I was diagnosed by an elderly specialist. He was pleased with my progress. He retired soon after, and going for check ups after that became a nightmare. I, apparently, was never reducing pred fast enough.
I've been on high doses twice more since the initial one, but only up to 10mgs because I knew it was back so took the extra immediately and it worked. Falling down the stairs twice was not advisable for a woman in her 70s who kept a cat which was prone to diving in front to be first, therefore tripping me up. PMR has always affected my chest muscles making it hard to keep my balance.

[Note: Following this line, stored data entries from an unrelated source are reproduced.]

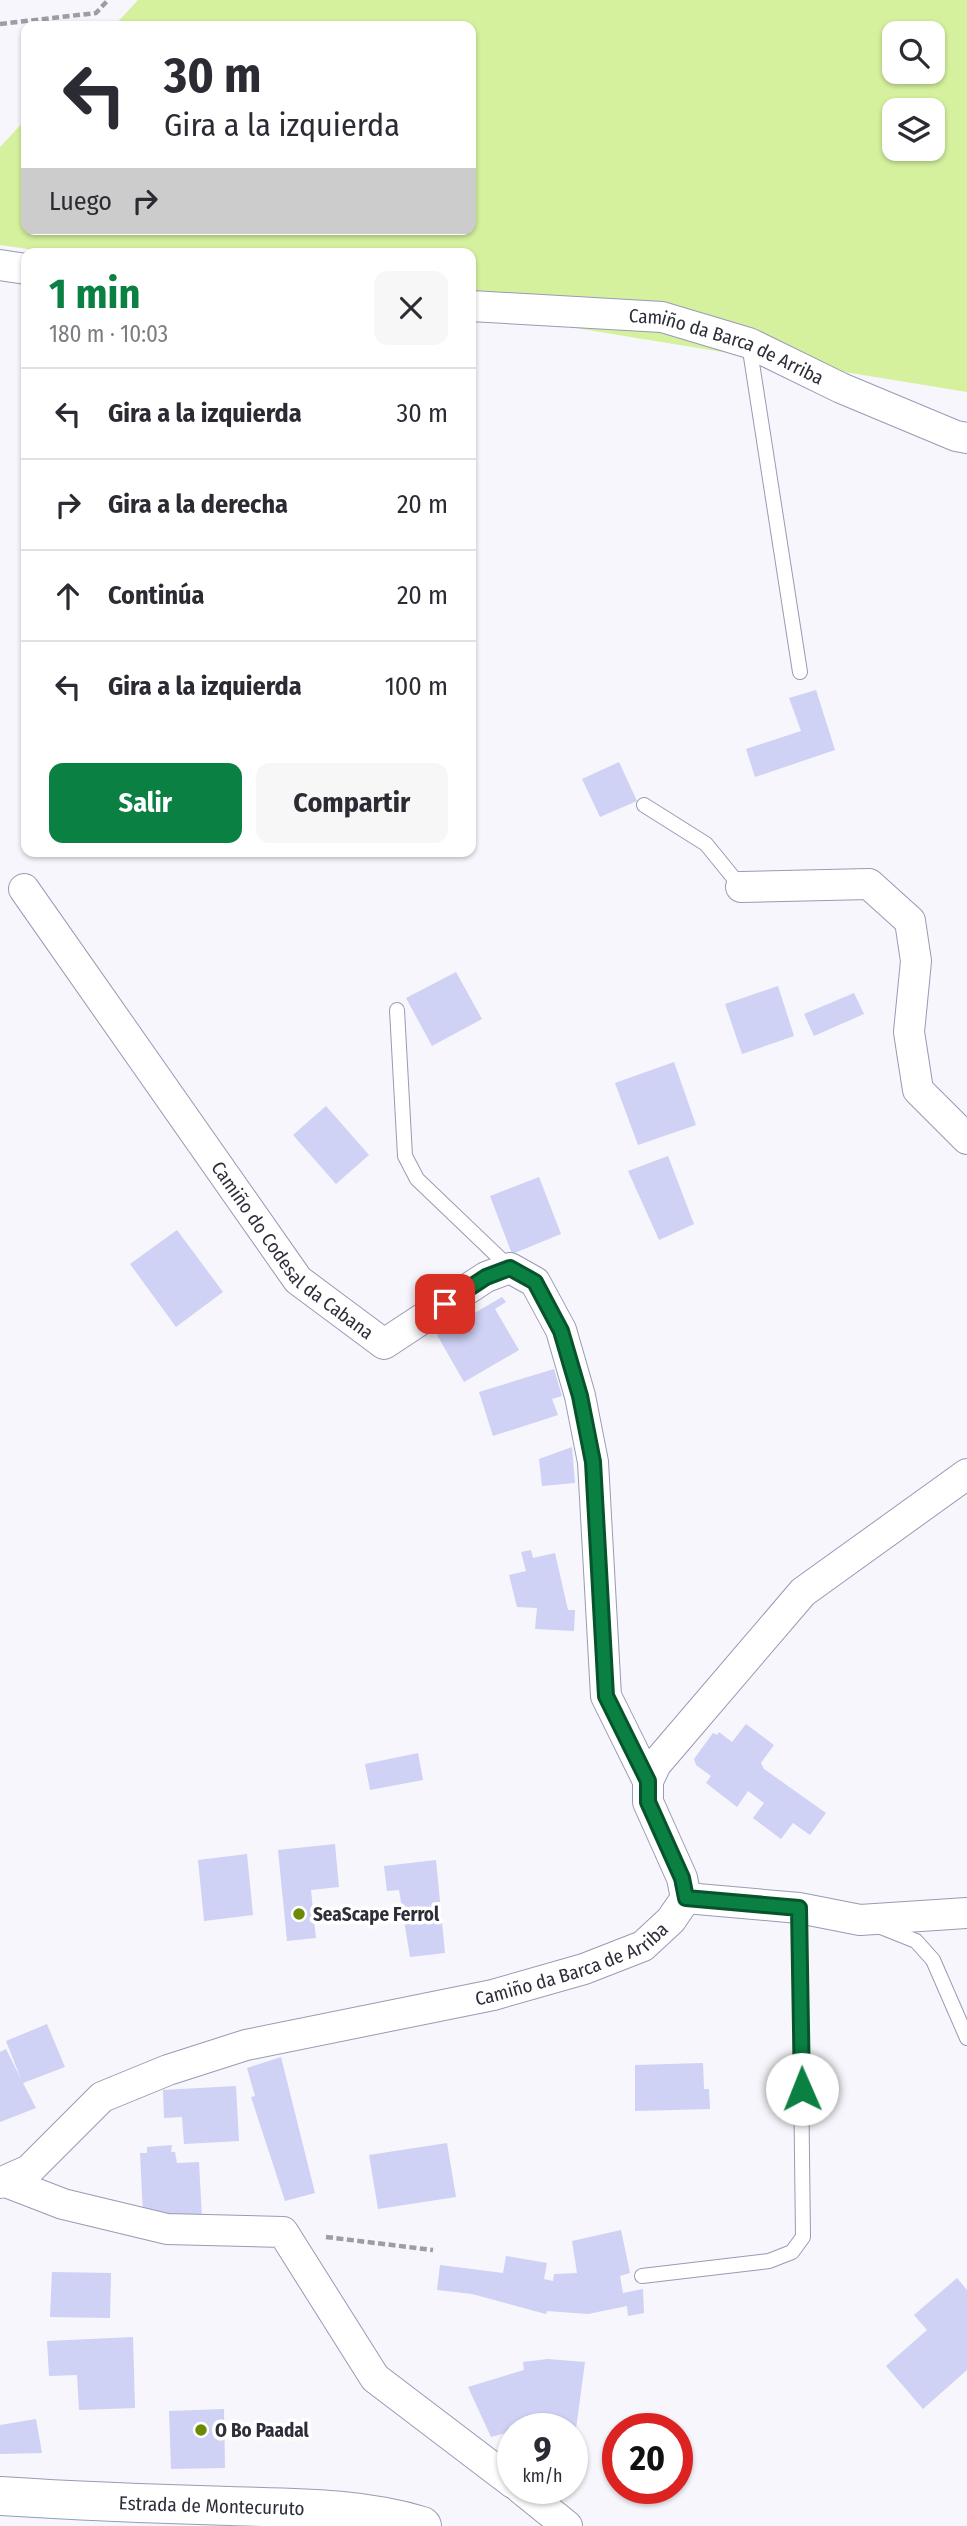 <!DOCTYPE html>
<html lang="es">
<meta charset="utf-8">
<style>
:root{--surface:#fff;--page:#f7f7f7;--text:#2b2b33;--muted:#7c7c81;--line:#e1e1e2;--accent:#0b8043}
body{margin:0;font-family:"Fira Sans Condensed",sans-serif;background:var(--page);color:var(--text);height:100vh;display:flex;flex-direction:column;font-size:26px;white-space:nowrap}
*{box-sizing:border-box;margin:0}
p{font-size:23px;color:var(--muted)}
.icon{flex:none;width:38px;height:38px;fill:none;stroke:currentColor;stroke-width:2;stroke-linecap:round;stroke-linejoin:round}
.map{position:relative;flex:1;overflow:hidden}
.details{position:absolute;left:21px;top:248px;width:455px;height:609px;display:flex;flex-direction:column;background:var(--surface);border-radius:14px;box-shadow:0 2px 5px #0004}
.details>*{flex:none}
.top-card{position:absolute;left:21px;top:21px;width:455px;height:214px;border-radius:14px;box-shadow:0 2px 5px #0004;background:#fff;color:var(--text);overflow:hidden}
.controls{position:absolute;left:882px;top:21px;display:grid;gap:14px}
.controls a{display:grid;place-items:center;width:63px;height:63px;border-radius:14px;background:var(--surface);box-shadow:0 2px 5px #0004;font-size:35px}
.speed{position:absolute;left:497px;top:2413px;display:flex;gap:14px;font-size:35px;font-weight:700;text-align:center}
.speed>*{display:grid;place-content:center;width:91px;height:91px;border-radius:50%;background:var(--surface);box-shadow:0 2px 5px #0004;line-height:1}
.speed small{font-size:18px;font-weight:400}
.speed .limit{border:10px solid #d22;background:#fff;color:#111}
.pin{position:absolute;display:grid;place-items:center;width:60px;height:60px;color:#fff;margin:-30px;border-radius:14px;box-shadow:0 4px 10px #0006}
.me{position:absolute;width:77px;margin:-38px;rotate:359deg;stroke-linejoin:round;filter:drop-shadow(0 0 5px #0008)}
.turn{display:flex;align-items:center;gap:24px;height:147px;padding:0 28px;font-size:32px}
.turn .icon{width:91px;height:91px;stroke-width:2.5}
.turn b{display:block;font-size:49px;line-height:60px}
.then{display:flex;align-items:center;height:66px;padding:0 28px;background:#0003;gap:14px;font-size:26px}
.round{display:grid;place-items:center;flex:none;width:74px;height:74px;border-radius:14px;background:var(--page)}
.overview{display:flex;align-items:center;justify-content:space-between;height:119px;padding:0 28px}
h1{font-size:42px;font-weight:700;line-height:52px;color:var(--accent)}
.primary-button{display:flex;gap:14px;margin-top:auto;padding:14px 28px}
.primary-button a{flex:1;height:80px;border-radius:14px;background:var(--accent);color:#fff;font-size:28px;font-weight:700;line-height:80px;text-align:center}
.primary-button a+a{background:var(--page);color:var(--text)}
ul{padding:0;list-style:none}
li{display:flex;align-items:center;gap:21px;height:91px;padding:0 28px;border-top:2px solid var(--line)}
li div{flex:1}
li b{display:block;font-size:26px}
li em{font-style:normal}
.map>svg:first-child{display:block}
.green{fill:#d5f19e;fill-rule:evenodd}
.building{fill:#cfd1f5}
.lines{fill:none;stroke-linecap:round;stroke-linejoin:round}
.service-casing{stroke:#999ab5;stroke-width:16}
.minor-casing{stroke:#999ab5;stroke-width:32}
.secondary-casing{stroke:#999ab5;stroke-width:40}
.path{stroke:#9c9da5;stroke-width:4.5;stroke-dasharray:7 3.5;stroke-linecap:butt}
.service{stroke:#fff;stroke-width:14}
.minor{stroke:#fff;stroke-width:30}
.secondary{stroke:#fff;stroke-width:38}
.route-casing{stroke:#07532c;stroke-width:18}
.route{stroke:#0b8043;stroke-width:12}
.poi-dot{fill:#6c8a04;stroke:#fff;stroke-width:2.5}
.labels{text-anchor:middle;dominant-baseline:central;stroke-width:7;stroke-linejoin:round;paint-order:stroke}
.street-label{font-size:19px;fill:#2d2e39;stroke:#fff}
.poi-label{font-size:19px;font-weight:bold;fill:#2d2e39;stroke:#fff;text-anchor:start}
</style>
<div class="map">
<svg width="967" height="2526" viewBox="0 0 967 2526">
<rect width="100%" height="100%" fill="#f6f6fc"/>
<path class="green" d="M138,0H967V392L471,311V254H63L0,245V147L26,119V229H471V26H114ZM894,33H933V72H894ZM894,110H933V149H894Z"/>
<path class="building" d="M816,690L835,750L755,777L746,749L801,731L789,698Z
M619,762L637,801L600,817L582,779Z
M456,972L482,1019L432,1046L406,998Z
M778,986L794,1036L742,1054L725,1004Z
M854,993L864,1014L814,1036L804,1014Z
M674,1062L696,1125L638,1145L615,1083Z
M326,1106L369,1155L336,1184L293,1135Z
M668,1156L694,1224L659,1240L628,1171Z
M539,1177L561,1234L512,1254L490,1196Z
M177,1230L223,1292L176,1327L130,1264Z
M502,1297L506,1302L495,1309L519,1350L464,1382L437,1335Z
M554,1369L562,1396L552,1399L558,1415L493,1436L479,1392Z
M572,1447L575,1483L542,1486L539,1459Z
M531,1550L533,1558L555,1553L568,1610H575L574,1631L535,1629L537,1608L517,1607L509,1575L526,1571L521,1552Z
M746,1724L774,1745L761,1763L764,1769L826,1813L810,1835L793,1823L781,1839L753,1818L764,1803L748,1791L737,1807L706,1783L711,1776L696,1765L694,1759L713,1733L717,1735L719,1732L732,1742Z
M418,1753L423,1780L370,1790L365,1764Z
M335,1844L339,1887L311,1890L316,1938L287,1941L278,1850Z
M247,1854L253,1915L204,1921L198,1860Z
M436,1860L445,1953L410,1957L399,1890L387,1891L384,1866Z
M47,2024L65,2067L23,2083L36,2108L0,2122V2052L6,2049L21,2079L6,2041Z
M281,2057L315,2193L285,2201L251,2097L255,2096L247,2068Z
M703,2063L704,2089H709L710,2109L635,2111V2065Z
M236,2086L239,2141L184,2144L182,2117L164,2118L163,2090Z
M447,2143L456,2197L378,2209L369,2155Z
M172,2145L171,2152H175L177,2163L199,2162L202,2218L143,2213L140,2153H147V2147Z
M621,2230L630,2273L620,2276L623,2293L643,2289L644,2313L628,2316L627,2306L588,2314L547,2311L546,2314L472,2294L437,2290L440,2265L503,2273L506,2256L547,2263L544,2279L553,2281L554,2274L577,2273L572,2241Z
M52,2272L111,2273L110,2318L50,2317Z
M957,2278L967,2290V2370L923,2409L886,2366L927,2330L914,2315Z
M133,2337L135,2408L79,2410L77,2375L49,2376L47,2341Z
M548,2359L585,2362L574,2444L572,2429H533L532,2426L491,2437L468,2387L524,2370L523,2362Z
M224,2409L225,2468L171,2469L169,2411Z
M36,2419L42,2453L0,2454V2425Z"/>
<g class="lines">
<defs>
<path id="service" d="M749,344L800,672
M644,805L706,844L741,887
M397,1010L405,1156L417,1179L510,1268
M881,1927L916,1941L933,1960L967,2038
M642,2276L769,2261L792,2252L803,2237L799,1908"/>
<g id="minor">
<path d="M0,265L26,269"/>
<path id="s1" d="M471,306L662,317L749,343L841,388L956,436L967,438"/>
<path d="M741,887L869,884L910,921L916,961L909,1032L918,1090L967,1139"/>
<path id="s2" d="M24,889L298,1280L384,1344L486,1277L510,1268L535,1282L561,1330L580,1396L593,1462L606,1696L648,1781"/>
<path d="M686,1898L799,1908L860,1920L967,1913"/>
<path d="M6,2182L63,2204L167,2229L283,2232L375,2378L513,2483"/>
<path id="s3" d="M0,2183L29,2170L102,2097L168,2070L246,2045L493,1995L584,1969L643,1946L671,1920L686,1898L682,1878L648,1802V1781L656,1764L803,1592L967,1474"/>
<path d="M520,2488L567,2526"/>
</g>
<g id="secondary">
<path id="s4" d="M0,2496C77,2501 153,2504 230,2506C293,2508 361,2507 422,2526"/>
</g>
</defs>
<use href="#service" class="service-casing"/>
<use href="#minor" class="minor-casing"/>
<use href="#secondary" class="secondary-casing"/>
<path class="path" d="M0,24L96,13L108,0
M326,2237L433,2250"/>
<use href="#service" class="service"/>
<use href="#minor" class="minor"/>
<use href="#secondary" class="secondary"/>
</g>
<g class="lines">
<defs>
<path id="route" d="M445,1304L486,1277L510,1268L535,1282L561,1331L580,1396L593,1462L606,1696L648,1781V1802L682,1878L686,1898L799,1908L802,2089"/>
</defs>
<use href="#route" class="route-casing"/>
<use href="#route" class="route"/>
</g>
<g class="poi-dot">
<circle cx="299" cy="1914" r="7"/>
<circle cx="201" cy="2430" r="7"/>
</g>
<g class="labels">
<g class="street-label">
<text stroke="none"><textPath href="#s1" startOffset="261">Camiño da Barca de Arriba</textPath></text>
<text stroke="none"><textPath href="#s2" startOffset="452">Camiño do Codesal da Cabana</textPath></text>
<text stroke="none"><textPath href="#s3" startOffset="625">Camiño da Barca de Arriba</textPath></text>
<text stroke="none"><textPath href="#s4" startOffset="212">Estrada de Montecuruto</textPath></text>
</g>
<g class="poi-label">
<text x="313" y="1914">SeaScape Ferrol</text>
<text x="215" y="2430">O Bo Paadal</text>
</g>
</g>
</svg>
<div class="controls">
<a><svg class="icon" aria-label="search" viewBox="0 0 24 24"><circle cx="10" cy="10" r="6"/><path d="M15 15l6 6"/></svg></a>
<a><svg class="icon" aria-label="layers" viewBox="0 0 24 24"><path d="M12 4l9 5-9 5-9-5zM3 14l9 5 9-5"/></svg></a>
</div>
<div class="speed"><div>9<small>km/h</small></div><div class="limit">20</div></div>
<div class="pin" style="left:445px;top:1304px;background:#d93025"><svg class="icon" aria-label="arrive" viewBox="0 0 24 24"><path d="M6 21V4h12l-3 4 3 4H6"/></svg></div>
<svg class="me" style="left:802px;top:2089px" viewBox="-20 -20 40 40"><circle r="19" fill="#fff"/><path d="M0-13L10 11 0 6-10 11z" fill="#0b8043"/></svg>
<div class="top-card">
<div class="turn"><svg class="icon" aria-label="left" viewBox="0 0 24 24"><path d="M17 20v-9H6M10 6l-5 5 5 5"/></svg><div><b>30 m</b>Gira a la izquierda</div></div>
<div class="then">Luego<svg class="icon" aria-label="right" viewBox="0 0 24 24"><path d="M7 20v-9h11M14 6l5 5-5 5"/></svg></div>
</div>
<section class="details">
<div class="overview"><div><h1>1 min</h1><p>180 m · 10:03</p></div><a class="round"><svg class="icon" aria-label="close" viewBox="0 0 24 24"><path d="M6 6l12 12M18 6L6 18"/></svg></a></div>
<ul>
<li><svg class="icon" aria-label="left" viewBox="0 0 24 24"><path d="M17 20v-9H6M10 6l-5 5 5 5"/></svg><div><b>Gira a la izquierda</b></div><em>30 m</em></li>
<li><svg class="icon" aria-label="right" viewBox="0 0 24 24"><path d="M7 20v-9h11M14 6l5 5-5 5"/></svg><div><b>Gira a la derecha</b></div><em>20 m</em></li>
<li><svg class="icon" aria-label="ahead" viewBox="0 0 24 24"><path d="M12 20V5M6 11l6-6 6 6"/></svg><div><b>Continúa</b></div><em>20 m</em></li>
<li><svg class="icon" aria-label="left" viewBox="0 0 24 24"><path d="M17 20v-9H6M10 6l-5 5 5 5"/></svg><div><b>Gira a la izquierda</b></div><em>100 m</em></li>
</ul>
<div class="primary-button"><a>Salir</a><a>Compartir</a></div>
</section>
</div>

The higher doses do affect your appearance and mood, but 5 mgs? I have good bone strength and my eyes are in good shape.
Even the doctor who yelled at me had to confess that my body seemed to like the drug.
You know my story. Diagnosed with PMR for 6 years by my first rheumatologist. It wasn't PMR. It was autoimmune vasculitis. (My blood test for vasculitis was positive. Every year. With rising antibodies. Rheumy 1 still said PMR.)
My new doctor told me I'm the luckiest patient he's ever met because my body is "highly responsive" to steroids. Refusing to come off the steroids Rheumy 1 prescribed likely kept me ok-ish ... until they didn't. I went from clear lungs to interstitial lung disease. I got a pulmonologist who looked at my CT scan and practically screamed: "this looks like vasculitis!" He encouraged me to get a new doctor (with more experience) at a major teaching hospital.
I've had 4 rituximab infusions so far. My CRP and ESR are normal. Everything attributed to vasculitis in my lungs has cleared. I'm down to 1/2 mg of prednisone after 8+ years. There is no sign of active disease. The scarring damage is forever but it's minimal. I need an inhaler now and then. I've had some mid-range hearing loss. My balance is not great.
Pro tip to my first doctor: Apparently PMR and my actual disease present in much the same way in the beginning. You should have looked into it further with my positive test for ANCA vasculitis and my other issues. Instead you said it was unlikely. And would be an uncommon presentation.
I love this PMR group. I got support. I got great advice on steroids and tapering. And I still drop in to visit because of that. My best wishes to all.